Thursday, October 04, 2018

No. You don’t have to believe the girl.


When someone has made an allegation against Lex in the past most have been true, but not all.  Once way back in elementary school, a girl raised her hand in the middle of a spelling test and told the teacher I was copying off of her.  The teacher came over and asked – no - told me I copied that word and that word from the girl’s paper.  They were marked wrong on the spot, before I could even protest my innocence. 

The funny thing about this is, given my spelling accuracy before Bill Gates started correcting it, there was probably less than a 50-50 chance the words were spelled correctly anyway. If I was cheating during a spelling test, I must have been copying from a bigger dumbazz than myself.

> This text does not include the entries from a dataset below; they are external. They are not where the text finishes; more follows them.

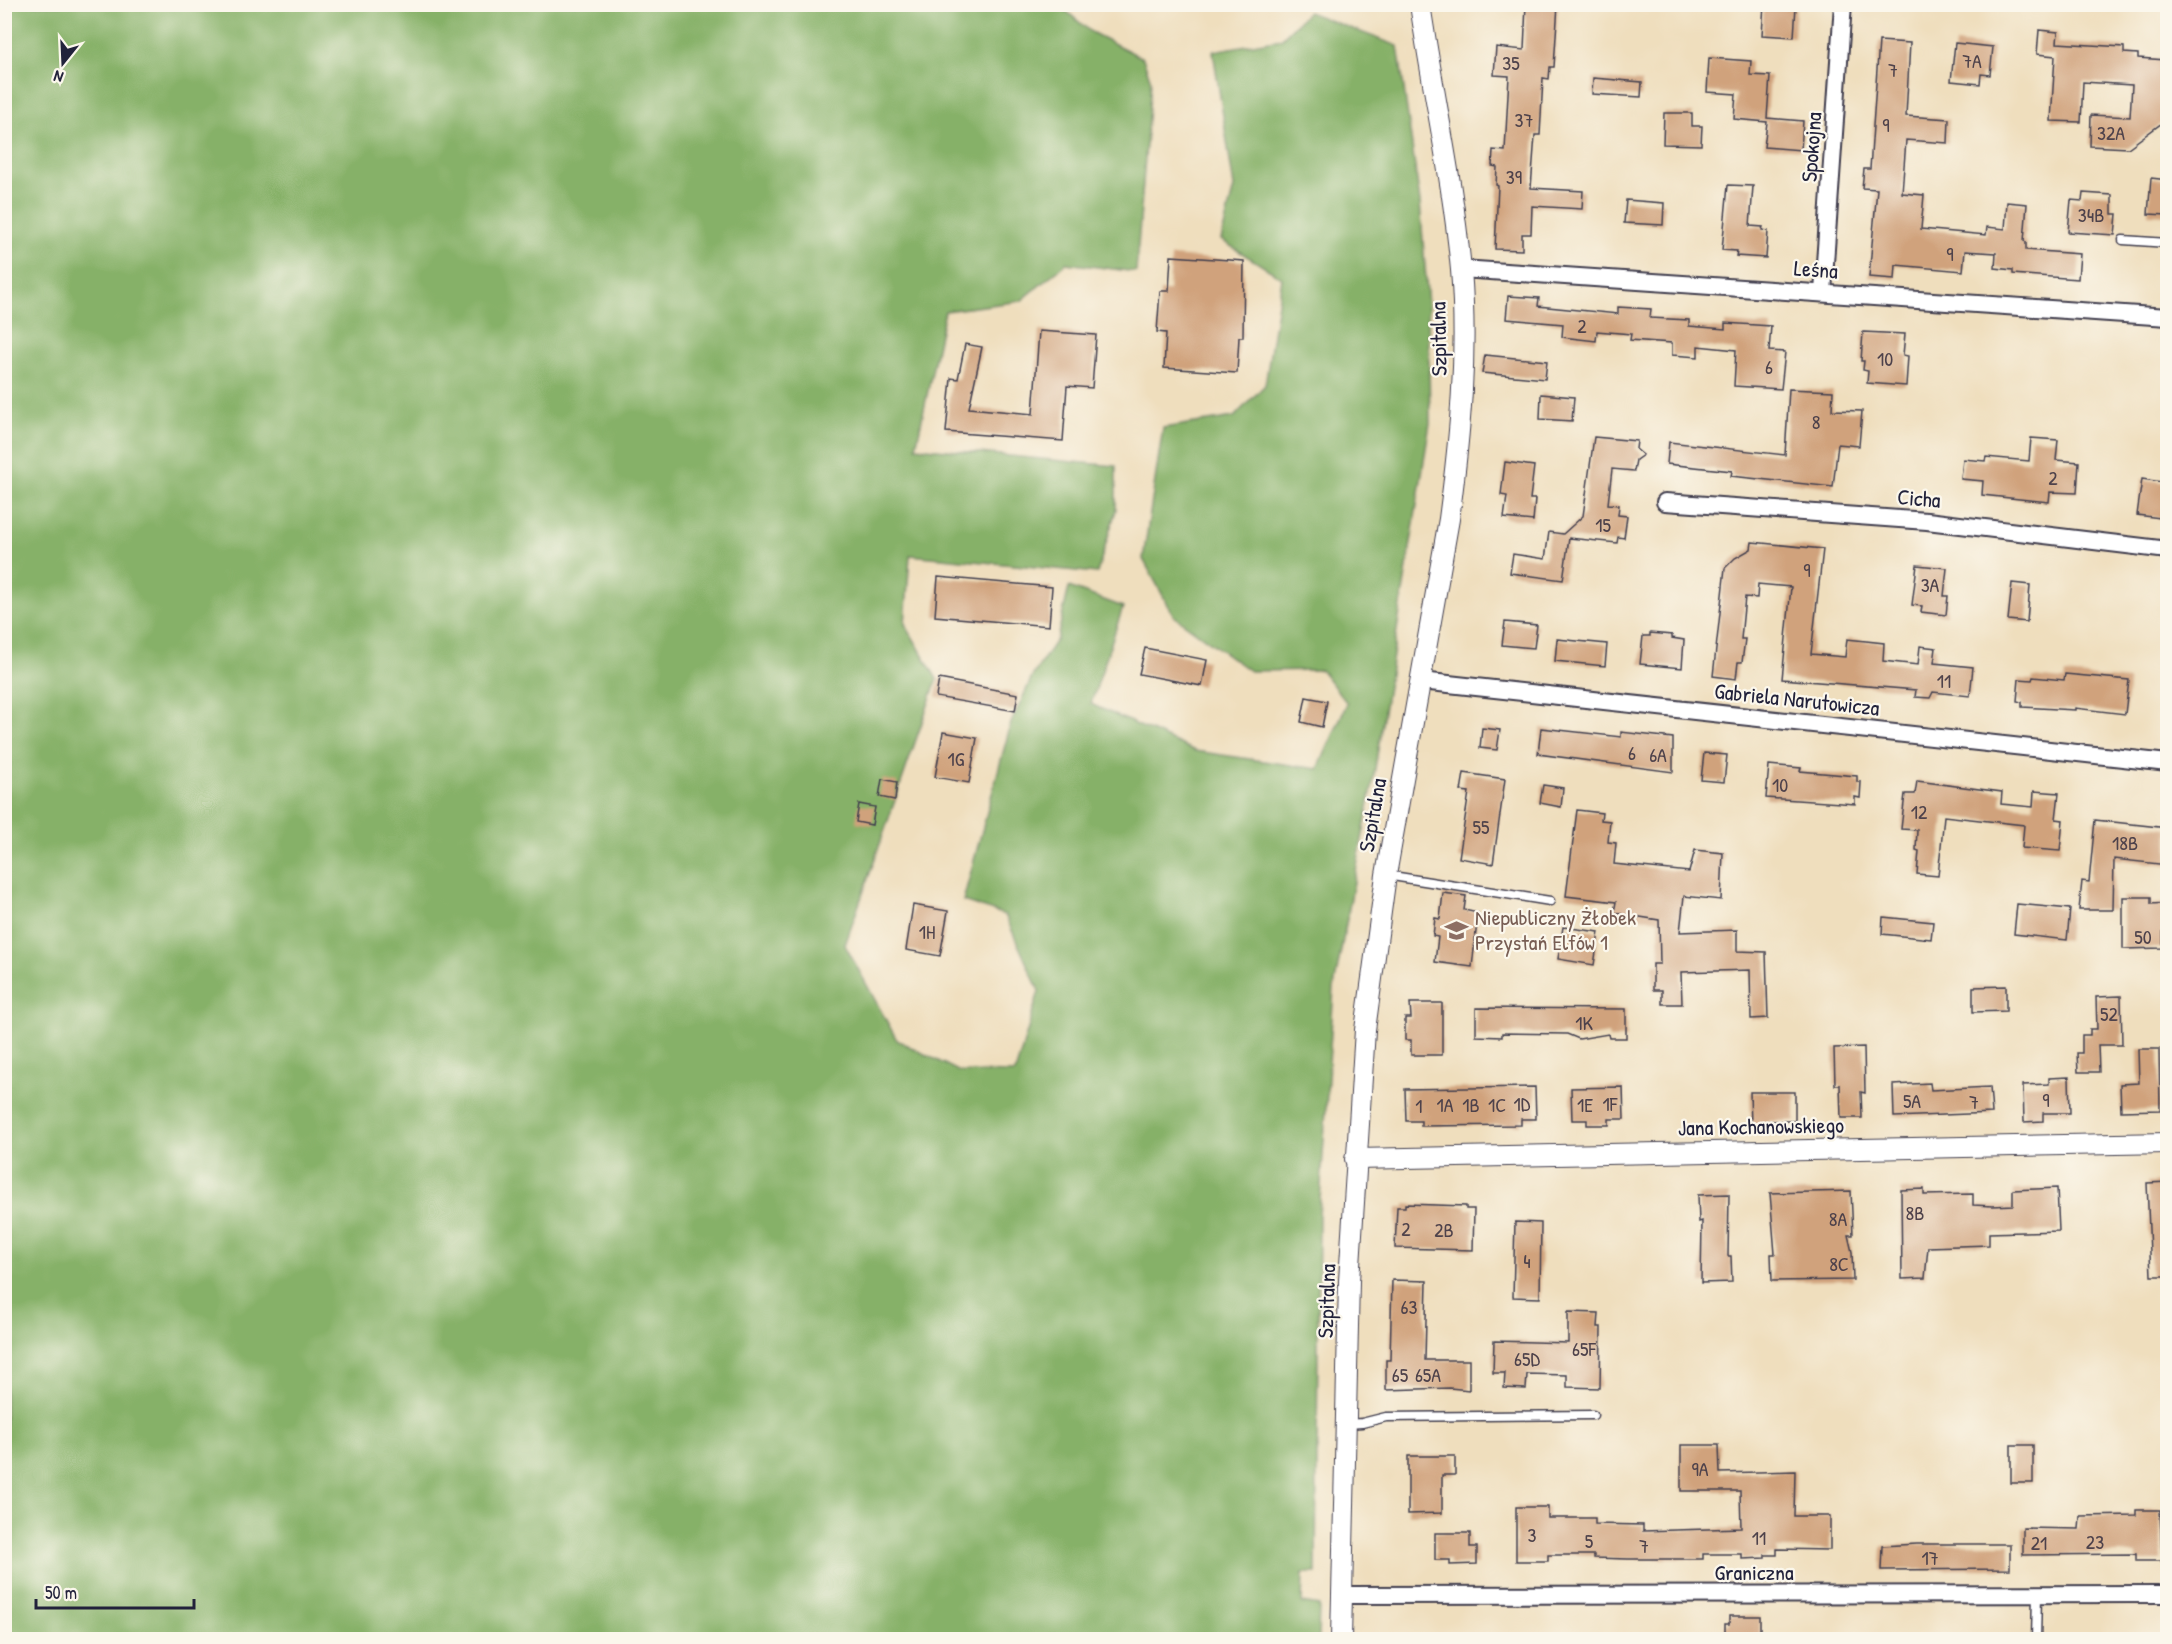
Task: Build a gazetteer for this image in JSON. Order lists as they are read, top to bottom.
{
  "streets": {
    "street": [
      "Spokojna",
      "Leśna",
      "Szpitalna",
      "Cicha",
      "Gabriela Narutowicza",
      "Jana Kochanowskiego",
      "Graniczna"
    ]
  },
  "crossings": [
    ["Spokojna", "Leśna"],
    ["Leśna", "Szpitalna"],
    ["Szpitalna", "Gabriela Narutowicza"],
    ["Szpitalna", "Jana Kochanowskiego"],
    ["Szpitalna", "Graniczna"]
  ],
  "places": {
    "school or university": ["Niepubliczny Żłobek Przystań Elfów 1"]
  },
  "house_numbers": [
    "7A",
    "35",
    "7",
    "37",
    "9",
    "32A",
    "39",
    "34B",
    "9",
    "2",
    "10",
    "6",
    "8",
    "2",
    "15",
    "9",
    "3A",
    "11",
    "6",
    "6A",
    "1G",
    "10",
    "12",
    "55",
    "18B",
    "1H",
    "50",
    "52",
    "1K",
    "9",
    "5A",
    "7",
    "1D",
    "1F",
    "1A",
    "1B",
    "1C",
    "1E",
    "1",
    "8B",
    "8A",
    "2",
    "2B",
    "4",
    "8C",
    "63",
    "65F",
    "65D",
    "65",
    "65A",
    "9A",
    "3",
    "11",
    "5",
    "23",
    "21",
    "7",
    "17"
  ],
  "scale_bar": "50 m",
  "north": "bottom"
}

Wow!  How can you remember all that?  Well I remember it mostly because in addition to grading my paper on the spot with a red marker in front of the class, she snatched some hair on my head between her forefinger and thumb and punctuated every word with a sharp tug.

This never bothered me much because I was never a particularly bright student and it just didn’t make any difference.  It was never going to be the deciding factor on my application to Yale and it didn’t affect my steady C average. 

In retrospect I think my poor academic record should have been exculpatory to any charge of cheating.  Who the hell was I cheating off of to get such crappy grades? 

This whole thing never crossed my mind much.  I recalled it yesterday during a walk when I remembered a charge against Lex jr. in high school.  Lex jr. and several buds were “credibly” charged by a female student with drunk driving and general drunkenness during his senior year of high school.

School administrators contacted us about the charges.  Our response was simple. We don’t know.  We have not seen any evidence of it. We’ve not heard one word about it.  We don’t condone or encourage it. Please let us know what you find out. 

Unlike his old man, Lex jr. had a lot on the line.  He was a great student.  He was captain of the speech and debate team and was looking forward to his senior year of competition.  That would all go bye-bye if the allegations could be proven.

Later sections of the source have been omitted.